Larry Tabb, director of market structure research at Bloomberg Intelligence, said that there’s evidence that retail investors are getting a better deal than institutional traders in the current system, which involves payment-for-order flow.
But Gensler is not a fan because while a trade may be free, there are questions over the quality of the execution and whether investors are getting the best price. He’s repeatedly suggested ending the practice, and this week he again refused to rule out pushing to ban it in the U.S. The SEC chief also suggested creating an auction mechanism in which the major market-making firms would have to compete directly to fill retail orders, rather than purchasing them from Robinhood and others.
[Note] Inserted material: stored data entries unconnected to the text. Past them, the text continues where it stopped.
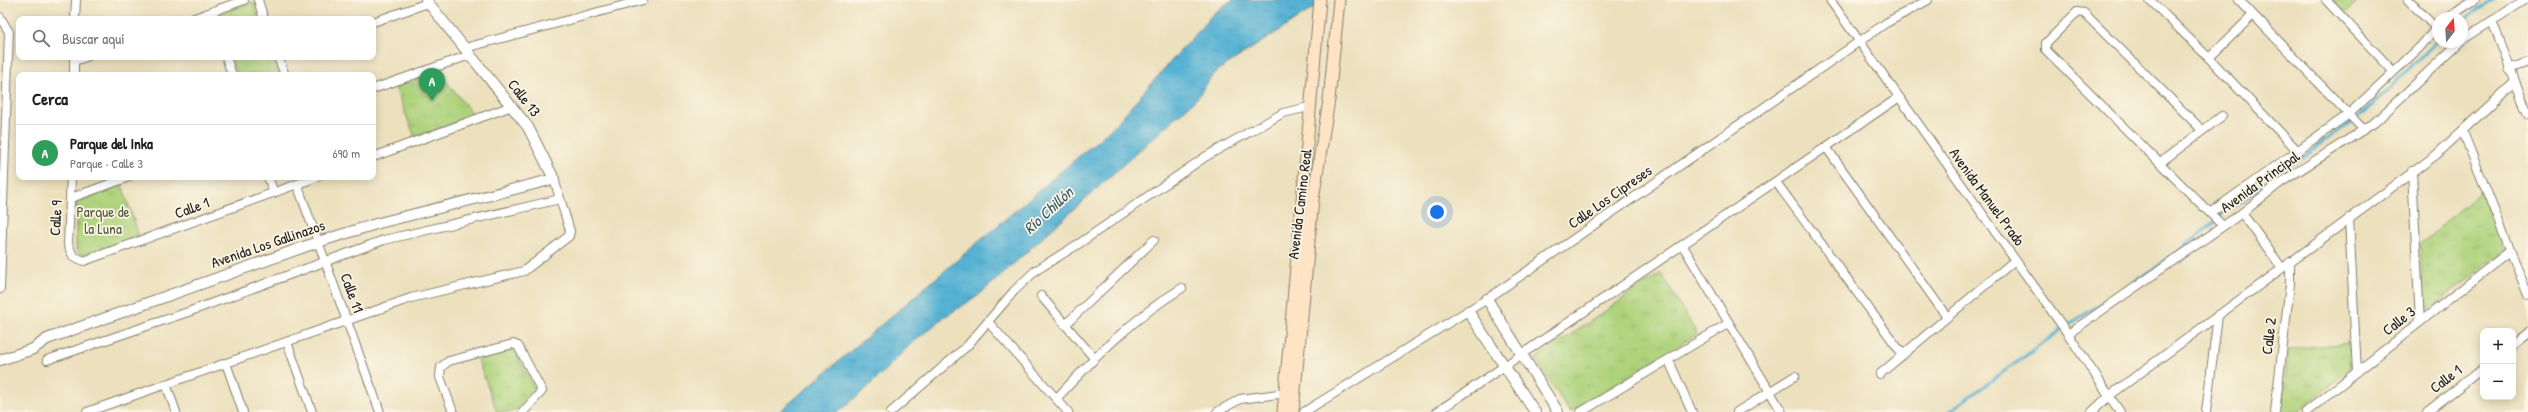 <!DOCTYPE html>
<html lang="es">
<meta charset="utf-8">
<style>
:root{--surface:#fff;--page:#f6f6f6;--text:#202124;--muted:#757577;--line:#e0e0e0;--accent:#7c3aed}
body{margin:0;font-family:"Patrick Hand",sans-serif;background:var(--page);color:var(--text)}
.controls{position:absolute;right:12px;bottom:12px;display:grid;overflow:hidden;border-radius:8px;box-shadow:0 2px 10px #0003}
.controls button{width:36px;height:36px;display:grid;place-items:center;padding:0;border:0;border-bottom:1px solid var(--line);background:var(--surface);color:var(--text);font:20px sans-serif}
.compass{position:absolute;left:2432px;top:12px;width:36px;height:36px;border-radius:50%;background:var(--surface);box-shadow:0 2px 10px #0003;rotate:17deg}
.you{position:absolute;left:1437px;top:212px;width:14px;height:14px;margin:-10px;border:3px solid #fff;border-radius:50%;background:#1a73e8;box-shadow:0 0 0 6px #1a73e833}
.badge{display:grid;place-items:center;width:26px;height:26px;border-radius:50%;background:var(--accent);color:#fff;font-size:13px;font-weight:700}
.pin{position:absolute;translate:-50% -33px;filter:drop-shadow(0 1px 2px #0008)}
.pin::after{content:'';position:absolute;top:21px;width:14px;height:12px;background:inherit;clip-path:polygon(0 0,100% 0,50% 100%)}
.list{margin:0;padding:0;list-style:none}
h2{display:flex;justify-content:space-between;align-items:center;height:52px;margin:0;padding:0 16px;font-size:17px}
h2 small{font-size:13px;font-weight:400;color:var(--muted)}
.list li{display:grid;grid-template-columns:26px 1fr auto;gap:12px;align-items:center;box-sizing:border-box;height:56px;padding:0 16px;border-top:1px solid var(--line)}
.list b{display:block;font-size:15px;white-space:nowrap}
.list p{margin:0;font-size:13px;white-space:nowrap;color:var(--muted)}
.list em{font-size:13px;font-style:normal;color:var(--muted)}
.icon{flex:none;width:22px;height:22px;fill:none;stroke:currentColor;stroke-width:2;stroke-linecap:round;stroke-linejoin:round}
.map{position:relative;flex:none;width:2528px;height:412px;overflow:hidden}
.search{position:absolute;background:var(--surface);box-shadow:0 2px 10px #0003;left:16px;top:16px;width:360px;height:44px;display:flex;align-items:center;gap:10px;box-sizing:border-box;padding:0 14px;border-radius:8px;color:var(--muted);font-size:15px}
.panel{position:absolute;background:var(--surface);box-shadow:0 2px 10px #0003;left:16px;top:72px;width:360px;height:108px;border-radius:8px}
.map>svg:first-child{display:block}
.park{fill:url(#park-tufts);stroke:#65784c}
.water{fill:url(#water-ripples);stroke:#396778}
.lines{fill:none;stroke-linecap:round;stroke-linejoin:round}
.stream{stroke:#56b2d4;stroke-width:3}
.minor-casing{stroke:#847e6c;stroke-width:10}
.tertiary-casing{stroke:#847e6c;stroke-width:12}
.secondary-casing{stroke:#847e6c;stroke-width:13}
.minor{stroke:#fff;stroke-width:8}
.tertiary{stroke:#fff;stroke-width:10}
.secondary{stroke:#fee4c5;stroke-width:11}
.labels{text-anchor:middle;stroke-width:3.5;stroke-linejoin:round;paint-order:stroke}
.street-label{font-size:15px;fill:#1c1c1c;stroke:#fcf5e5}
.park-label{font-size:15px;fill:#4f5c3e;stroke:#fcf5e5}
.water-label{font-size:16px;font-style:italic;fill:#335866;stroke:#fcf5e5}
</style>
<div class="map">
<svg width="2528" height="412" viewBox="0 0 2528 412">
<defs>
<pattern id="park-tufts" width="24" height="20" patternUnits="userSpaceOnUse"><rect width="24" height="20" fill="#aed37c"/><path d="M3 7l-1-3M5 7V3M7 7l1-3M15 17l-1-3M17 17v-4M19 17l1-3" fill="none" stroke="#95b56b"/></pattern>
<pattern id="water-ripples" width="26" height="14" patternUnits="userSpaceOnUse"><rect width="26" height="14" fill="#56b2d4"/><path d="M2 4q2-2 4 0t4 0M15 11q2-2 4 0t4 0" fill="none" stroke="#4a98b5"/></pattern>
</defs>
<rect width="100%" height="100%" fill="#fcf5e5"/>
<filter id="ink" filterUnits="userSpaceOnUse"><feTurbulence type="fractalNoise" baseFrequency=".025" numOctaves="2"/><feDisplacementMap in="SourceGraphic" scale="8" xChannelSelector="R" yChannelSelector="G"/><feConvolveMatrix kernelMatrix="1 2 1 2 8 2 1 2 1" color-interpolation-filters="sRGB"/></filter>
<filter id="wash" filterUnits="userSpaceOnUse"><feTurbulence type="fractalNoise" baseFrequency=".012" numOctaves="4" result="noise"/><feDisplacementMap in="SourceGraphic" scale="16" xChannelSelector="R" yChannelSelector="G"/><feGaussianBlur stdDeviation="0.9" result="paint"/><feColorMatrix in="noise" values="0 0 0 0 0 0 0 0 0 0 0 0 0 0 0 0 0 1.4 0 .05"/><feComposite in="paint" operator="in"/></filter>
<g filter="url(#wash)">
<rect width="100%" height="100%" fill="#ece0bd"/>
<!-- park -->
<g class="park">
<polygon points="2333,0 2358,0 2346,13"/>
<polygon points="253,2 259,19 217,19 216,15"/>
<polygon points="231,57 273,57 279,75 237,75"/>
<polygon points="439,72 474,116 415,137 395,87"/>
<polygon points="122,185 139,236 82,255 76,251 76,202"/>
<polygon points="2481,191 2505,250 2424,313 2420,245"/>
<polygon points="1661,273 1697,334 1570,412 1535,359"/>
<polygon points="2349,343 2350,369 2298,412 2280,412 2289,349"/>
<polygon points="514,350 536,390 514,412 497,412 478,360"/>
</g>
<!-- water -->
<polygon class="water" points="1232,0 1326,0 1214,73 1197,98 978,296 944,317 910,345 866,389 838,412 779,412 1111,129 1214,13"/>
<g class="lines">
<!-- stream -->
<g class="stream">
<polyline points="2462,20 2493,0"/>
<polyline points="1948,412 2064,328 2166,261 2217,220 2223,212 2258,190 2275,174 2308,154 2332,134 2349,125 2376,102 2438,39"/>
</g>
</g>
</g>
<g filter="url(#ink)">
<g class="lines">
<!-- minor casing -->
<g class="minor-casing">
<g id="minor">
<polyline points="258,0 264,19"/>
<polyline points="1830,0 2068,334 2120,412"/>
<polyline points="2150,0 2209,58 2298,151"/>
<polyline points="2239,0 2364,130"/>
<polyline points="2326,0 2393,71"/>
<polyline points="2408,0 2436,28"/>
<polyline points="0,17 9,32 0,289"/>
<polyline points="2447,18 2475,0"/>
<polyline points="75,19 76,0"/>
<polyline points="192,19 244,0"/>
<polyline points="2492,21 2528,115"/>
<polyline points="373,22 428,3"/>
<polyline points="2462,40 2525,0"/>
<polyline points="465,48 643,0"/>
<polyline points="226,57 232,75"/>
<polyline points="278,57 285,75"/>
<polyline points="2209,58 2253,15"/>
<polyline points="74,61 86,57"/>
<polyline points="2509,69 2528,62"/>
<polyline points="74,75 74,57"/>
<polyline points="373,89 470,55"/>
<polyline points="2202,130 2084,13 2077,12 2046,43 2046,50 2223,226"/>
<polyline points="2463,132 2528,295"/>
<polyline points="1826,147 1947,317"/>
<polyline points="373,157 512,106"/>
<polyline points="2161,162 2222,116"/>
<polyline points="2412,171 2420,322"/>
<polyline points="71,177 68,245 73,256 84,261 317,177"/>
<polyline points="268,177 274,193"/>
<polyline points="1776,182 1903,355"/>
<polyline points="297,184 380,412"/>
<polyline points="71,198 129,177"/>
<polyline points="2211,212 2349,114 2420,47 2438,26"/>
<polyline points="2242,213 2282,268"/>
<polyline points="2349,218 2357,372"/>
<polyline points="1683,246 1782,412"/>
<polyline points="1041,296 1094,358"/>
<polyline points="989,323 1068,412"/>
<polyline points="1065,325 1154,240"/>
<polyline points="2068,334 2242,213 2280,183 2374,123 2460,42"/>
<polyline points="287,342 312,412"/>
<polyline points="2513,344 2528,332"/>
<polyline points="47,360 188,312 384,240 560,199"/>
<polyline points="1669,361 1692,412"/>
<polyline points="226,363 243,412"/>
<polyline points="1880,374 2015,260"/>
<polyline points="166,384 176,412"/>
<path d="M1056 399C1095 357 1133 318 1182 288"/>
<polyline points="87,412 411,298 524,271 569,236 570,231 554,179"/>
<polyline points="453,412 440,377 441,367 449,361 513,344 518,346 542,391 523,412"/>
<polyline points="891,412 967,346 1014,291 1035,271 1080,243 1205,157 1283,113 1309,107"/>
<polyline points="1217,412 1240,399 1286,393"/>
<polyline points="1304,412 1487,299 1886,23 1928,0"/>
<polyline points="1437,412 1898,98"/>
<polyline points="1581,412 1729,323"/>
<polyline points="1737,412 1795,376"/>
<polyline points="2092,412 2109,396 2436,155 2514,83"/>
<polyline points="2206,412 2218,315"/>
<polyline points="2275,412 2290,284 2290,262"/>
<polyline points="2306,412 2510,251"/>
<polyline points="2427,412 2483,368"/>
</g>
</g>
<!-- tertiary casing -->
<g class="tertiary-casing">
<g id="tertiary">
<polyline points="1487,299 1558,412"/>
<polyline points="1468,311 1535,412"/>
<polyline points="0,360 33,349 47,339 318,242 379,223 554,179 528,127 426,0"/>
</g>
</g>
<!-- secondary casing -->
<g class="secondary-casing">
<g id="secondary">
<polyline points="1283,412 1320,0"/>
<polyline points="1293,412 1313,199 1329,100 1339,0"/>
</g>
</g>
<!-- minor -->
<use href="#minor" class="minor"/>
<!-- tertiary -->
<use href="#tertiary" class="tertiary"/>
<!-- secondary -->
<use href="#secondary" class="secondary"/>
</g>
</g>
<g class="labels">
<!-- street labels -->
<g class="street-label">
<text transform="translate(524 98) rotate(52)" y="5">Calle 13</text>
<text transform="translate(2260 182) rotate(-36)" y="5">Avenida Principal</text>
<text transform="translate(1610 197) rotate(-35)" y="5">Calle Los Cipreses</text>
<text transform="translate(1987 197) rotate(54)" y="5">Avenida Manuel Prado</text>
<text transform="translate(1300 204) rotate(-83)" y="5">Avenida Camino Real</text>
<text transform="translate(192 208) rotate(-20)" y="5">Calle 1</text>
<text transform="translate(56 218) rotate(-87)" y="5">Calle 9</text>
<text transform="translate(268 244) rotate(-19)" y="5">Avenida Los Gallinazos</text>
<text transform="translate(352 293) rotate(70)" y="5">Calle 11</text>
<text transform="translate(2399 321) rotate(-38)" y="5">Calle 3</text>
<text transform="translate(2269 336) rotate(-83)" y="5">Calle 2</text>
<text transform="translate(2446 379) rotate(-38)" y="5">Calle 1</text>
</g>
<!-- park labels -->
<g class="park-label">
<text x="103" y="217">Parque de<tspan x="103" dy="17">la Luna</tspan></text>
</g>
<!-- water labels -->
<g class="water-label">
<text transform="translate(1048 210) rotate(-43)" y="6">Río Chillón</text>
</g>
</g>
</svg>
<div class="controls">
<button>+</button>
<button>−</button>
</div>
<svg class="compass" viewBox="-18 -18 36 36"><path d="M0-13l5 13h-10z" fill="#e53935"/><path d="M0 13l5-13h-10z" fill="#757577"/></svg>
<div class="you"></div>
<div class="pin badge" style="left:432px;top:101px;background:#2e9e5b">A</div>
<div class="search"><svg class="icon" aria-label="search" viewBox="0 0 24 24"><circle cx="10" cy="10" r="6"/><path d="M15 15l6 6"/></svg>Buscar aquí</div>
<section class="panel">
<h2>Cerca<small></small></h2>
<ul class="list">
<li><span class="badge" style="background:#2e9e5b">A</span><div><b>Parque del Inka</b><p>Parque · Calle 3</p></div><em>690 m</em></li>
</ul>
</section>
</div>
While any changes would take months to make their way through the SEC’s byzantine rulemaking process, Gensler’s latest comments nonetheless have unleashed a flurry of speculation over what an overhaul could mean for commission-free trading.
“This could be much worse for retail investors, especially if payment-for-order flow goes away and retail traders go back to paying $5 or more for each trade,” said Mike Bailey, director of research at wealth management firm FBB Capital Partners. “If the SEC kills payment-for-order flow, then yes, commissions go higher and friction comes back into part of the capital markets.”
Chris Grisanti, chief equity strategist at MAI Capital Management, said regulators “may be trying to solve a problem that isn’t there.” However, he was skeptical that what Gensler laid out would actually result in the end of commission-free trading.
“Who’s going to want to be the first one to raise fees, and are others going to follow?” Grisanti said. Instead, brokers could try to hold onto their margins by adding fees elsewhere.
There are also retail brokerage firms seeking to gain a foothold in the market that see an opportunity in Gensler’s plans.
Kerim Derhalli, founder of the investing app Invstr, which offers commission-free trading but says it doesn’t sell clients' orders through payment-for-order-flow, asserts that the changes could bring more transparency. Even without paying brokerage fees for each transaction, ordinary traders still bear a cost, he says.
“Retail investors already understand they’re paying a price somewhere or other,” he said.
“If the cost of buying and selling becomes more explicitly known, it might discourage people from thinking they’re Gordon Gekko,” Derhalli said, referring to the fictional character played by Michael Douglas in the 1987 film “Wall Street.”